PhishTank
- Industry: Computer
- Founded: 2006
- Headquarters: San Francisco, California
- Key people: Joel Esler (Project Owner)^{[citation needed]}
- Parent: Cisco
- Website: www.phishtank.com

= PhishTank =

Computer security software

PhishTank is an anti-phishing site.

PhishTank was launched in October 2006 by entrepreneur David Ulevitch as an offshoot of OpenDNS. The company offers a community-based phishing verification system where users submit suspected menaces ("phishes").
OpenDNS was acquired by Cisco and in turn the PhishTank system was turned over to Cisco Talos.
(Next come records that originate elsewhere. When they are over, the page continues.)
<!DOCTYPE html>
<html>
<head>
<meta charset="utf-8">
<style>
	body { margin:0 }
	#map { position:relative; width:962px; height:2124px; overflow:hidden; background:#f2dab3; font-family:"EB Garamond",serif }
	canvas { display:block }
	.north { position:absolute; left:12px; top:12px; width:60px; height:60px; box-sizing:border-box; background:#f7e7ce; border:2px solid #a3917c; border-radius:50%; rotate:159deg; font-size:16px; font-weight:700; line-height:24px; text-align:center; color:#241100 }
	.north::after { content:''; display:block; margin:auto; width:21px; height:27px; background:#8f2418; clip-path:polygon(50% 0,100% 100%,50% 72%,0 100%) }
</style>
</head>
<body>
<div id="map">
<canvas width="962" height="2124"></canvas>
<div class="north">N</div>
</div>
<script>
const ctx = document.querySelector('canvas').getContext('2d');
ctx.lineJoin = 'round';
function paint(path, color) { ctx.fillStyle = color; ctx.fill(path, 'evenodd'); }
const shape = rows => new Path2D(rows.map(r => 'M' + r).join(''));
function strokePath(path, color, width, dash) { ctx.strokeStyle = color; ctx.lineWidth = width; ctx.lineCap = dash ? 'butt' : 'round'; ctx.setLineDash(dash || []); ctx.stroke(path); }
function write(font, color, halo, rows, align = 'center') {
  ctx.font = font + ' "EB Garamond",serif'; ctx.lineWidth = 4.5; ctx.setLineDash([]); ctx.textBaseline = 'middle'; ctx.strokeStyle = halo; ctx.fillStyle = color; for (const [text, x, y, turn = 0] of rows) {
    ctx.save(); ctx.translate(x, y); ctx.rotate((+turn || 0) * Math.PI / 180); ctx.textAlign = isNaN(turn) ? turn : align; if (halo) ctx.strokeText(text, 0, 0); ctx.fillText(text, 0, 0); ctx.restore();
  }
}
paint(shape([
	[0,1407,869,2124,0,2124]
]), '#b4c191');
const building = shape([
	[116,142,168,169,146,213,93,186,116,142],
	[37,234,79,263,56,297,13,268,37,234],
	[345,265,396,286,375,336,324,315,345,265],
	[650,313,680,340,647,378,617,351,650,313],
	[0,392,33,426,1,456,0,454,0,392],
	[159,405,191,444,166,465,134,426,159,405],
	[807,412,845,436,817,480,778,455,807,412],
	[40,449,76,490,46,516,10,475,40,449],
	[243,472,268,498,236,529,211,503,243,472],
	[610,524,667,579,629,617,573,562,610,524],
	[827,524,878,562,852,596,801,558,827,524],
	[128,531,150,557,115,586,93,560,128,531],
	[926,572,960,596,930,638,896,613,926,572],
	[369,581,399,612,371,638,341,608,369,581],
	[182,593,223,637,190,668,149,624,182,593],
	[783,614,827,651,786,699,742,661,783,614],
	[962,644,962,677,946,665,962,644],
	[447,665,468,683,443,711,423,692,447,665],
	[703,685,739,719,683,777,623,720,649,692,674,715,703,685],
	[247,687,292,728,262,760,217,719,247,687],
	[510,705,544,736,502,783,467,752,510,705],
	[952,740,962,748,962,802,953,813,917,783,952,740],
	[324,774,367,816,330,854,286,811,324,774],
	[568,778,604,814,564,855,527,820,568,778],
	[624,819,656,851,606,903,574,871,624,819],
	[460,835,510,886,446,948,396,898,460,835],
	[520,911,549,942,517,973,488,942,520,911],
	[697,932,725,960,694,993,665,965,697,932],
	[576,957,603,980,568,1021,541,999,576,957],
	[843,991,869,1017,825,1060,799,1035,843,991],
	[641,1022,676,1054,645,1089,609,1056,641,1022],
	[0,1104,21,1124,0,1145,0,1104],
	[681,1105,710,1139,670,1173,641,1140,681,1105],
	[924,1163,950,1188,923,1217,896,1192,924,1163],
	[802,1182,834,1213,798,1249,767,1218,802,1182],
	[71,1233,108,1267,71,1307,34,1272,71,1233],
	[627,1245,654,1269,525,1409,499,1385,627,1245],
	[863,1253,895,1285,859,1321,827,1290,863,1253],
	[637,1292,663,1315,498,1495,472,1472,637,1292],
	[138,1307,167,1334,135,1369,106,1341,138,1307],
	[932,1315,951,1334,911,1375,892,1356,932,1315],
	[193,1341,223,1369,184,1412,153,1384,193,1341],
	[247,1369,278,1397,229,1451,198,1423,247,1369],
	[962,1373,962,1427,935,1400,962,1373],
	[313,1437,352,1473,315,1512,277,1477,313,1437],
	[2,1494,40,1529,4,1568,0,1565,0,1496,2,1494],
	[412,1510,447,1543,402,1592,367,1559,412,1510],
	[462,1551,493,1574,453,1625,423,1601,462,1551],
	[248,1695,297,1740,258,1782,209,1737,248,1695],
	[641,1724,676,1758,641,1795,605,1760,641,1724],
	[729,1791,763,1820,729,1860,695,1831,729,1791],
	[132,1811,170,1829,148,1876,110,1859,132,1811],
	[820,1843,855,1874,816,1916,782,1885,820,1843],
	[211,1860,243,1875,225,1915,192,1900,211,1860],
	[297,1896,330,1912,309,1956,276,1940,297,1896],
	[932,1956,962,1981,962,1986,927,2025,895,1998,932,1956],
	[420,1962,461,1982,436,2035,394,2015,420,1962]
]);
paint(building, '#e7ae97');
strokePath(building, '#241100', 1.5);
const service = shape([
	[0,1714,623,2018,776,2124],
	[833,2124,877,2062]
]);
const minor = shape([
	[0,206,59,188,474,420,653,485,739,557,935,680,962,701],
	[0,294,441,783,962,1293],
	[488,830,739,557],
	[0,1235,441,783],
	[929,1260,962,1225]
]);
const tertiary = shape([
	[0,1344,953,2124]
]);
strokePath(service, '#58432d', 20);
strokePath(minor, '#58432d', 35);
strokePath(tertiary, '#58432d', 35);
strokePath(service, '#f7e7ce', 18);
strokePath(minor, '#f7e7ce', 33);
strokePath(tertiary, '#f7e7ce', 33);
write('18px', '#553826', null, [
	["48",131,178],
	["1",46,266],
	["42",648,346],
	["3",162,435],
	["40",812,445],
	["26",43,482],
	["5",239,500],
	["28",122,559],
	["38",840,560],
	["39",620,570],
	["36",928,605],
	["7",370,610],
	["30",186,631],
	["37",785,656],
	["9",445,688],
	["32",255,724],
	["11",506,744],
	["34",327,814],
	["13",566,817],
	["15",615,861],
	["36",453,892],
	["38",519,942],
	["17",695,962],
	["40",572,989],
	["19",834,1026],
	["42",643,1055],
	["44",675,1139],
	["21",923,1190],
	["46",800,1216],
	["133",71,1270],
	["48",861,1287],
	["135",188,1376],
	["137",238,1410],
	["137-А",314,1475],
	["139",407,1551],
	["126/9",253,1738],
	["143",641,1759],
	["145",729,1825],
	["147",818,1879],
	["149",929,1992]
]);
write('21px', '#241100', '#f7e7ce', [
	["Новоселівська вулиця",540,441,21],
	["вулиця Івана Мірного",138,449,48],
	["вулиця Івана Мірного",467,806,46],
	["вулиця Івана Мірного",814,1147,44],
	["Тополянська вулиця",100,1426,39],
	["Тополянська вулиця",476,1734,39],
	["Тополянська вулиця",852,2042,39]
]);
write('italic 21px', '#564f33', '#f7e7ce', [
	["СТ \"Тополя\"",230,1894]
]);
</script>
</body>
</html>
PhishTank is used by Opera, WOT, Yahoo! Mail, Mcafee, APWG, CMU, ST Benard, Mozilla, Kaspersky, Firetrust, Officer Blue, FINRA, Message Level, SURBL, Sanesecurity for ClamAV, Career Builder, Site Truth, Avira, C-SIRT, and by PhishTank SiteChecker.

PhishTank data is provided free for download or for access via an API call, including for commercial use, under a restrictive license.

In 2018, it was announced that PhishTank will be rebuilding the website, with new features and functionality. In 2020, because of flagrant abuse of the PhishTank system, "new user" registration was removed, and will remain off for the foreseeable future. As of June 2026, new user registration remains closed. PhishTank is currently being rethought from the ground up to provide better support, remove abuse, and operate faster with a machine learning backend phish identification system. This redesign is being run by the Cisco Talos Communities team under Joel Esler. Joel Esler left Cisco Talos in 2021 and is currently the Vice President of Security, Research, and Intelligence at ThreatSTOP.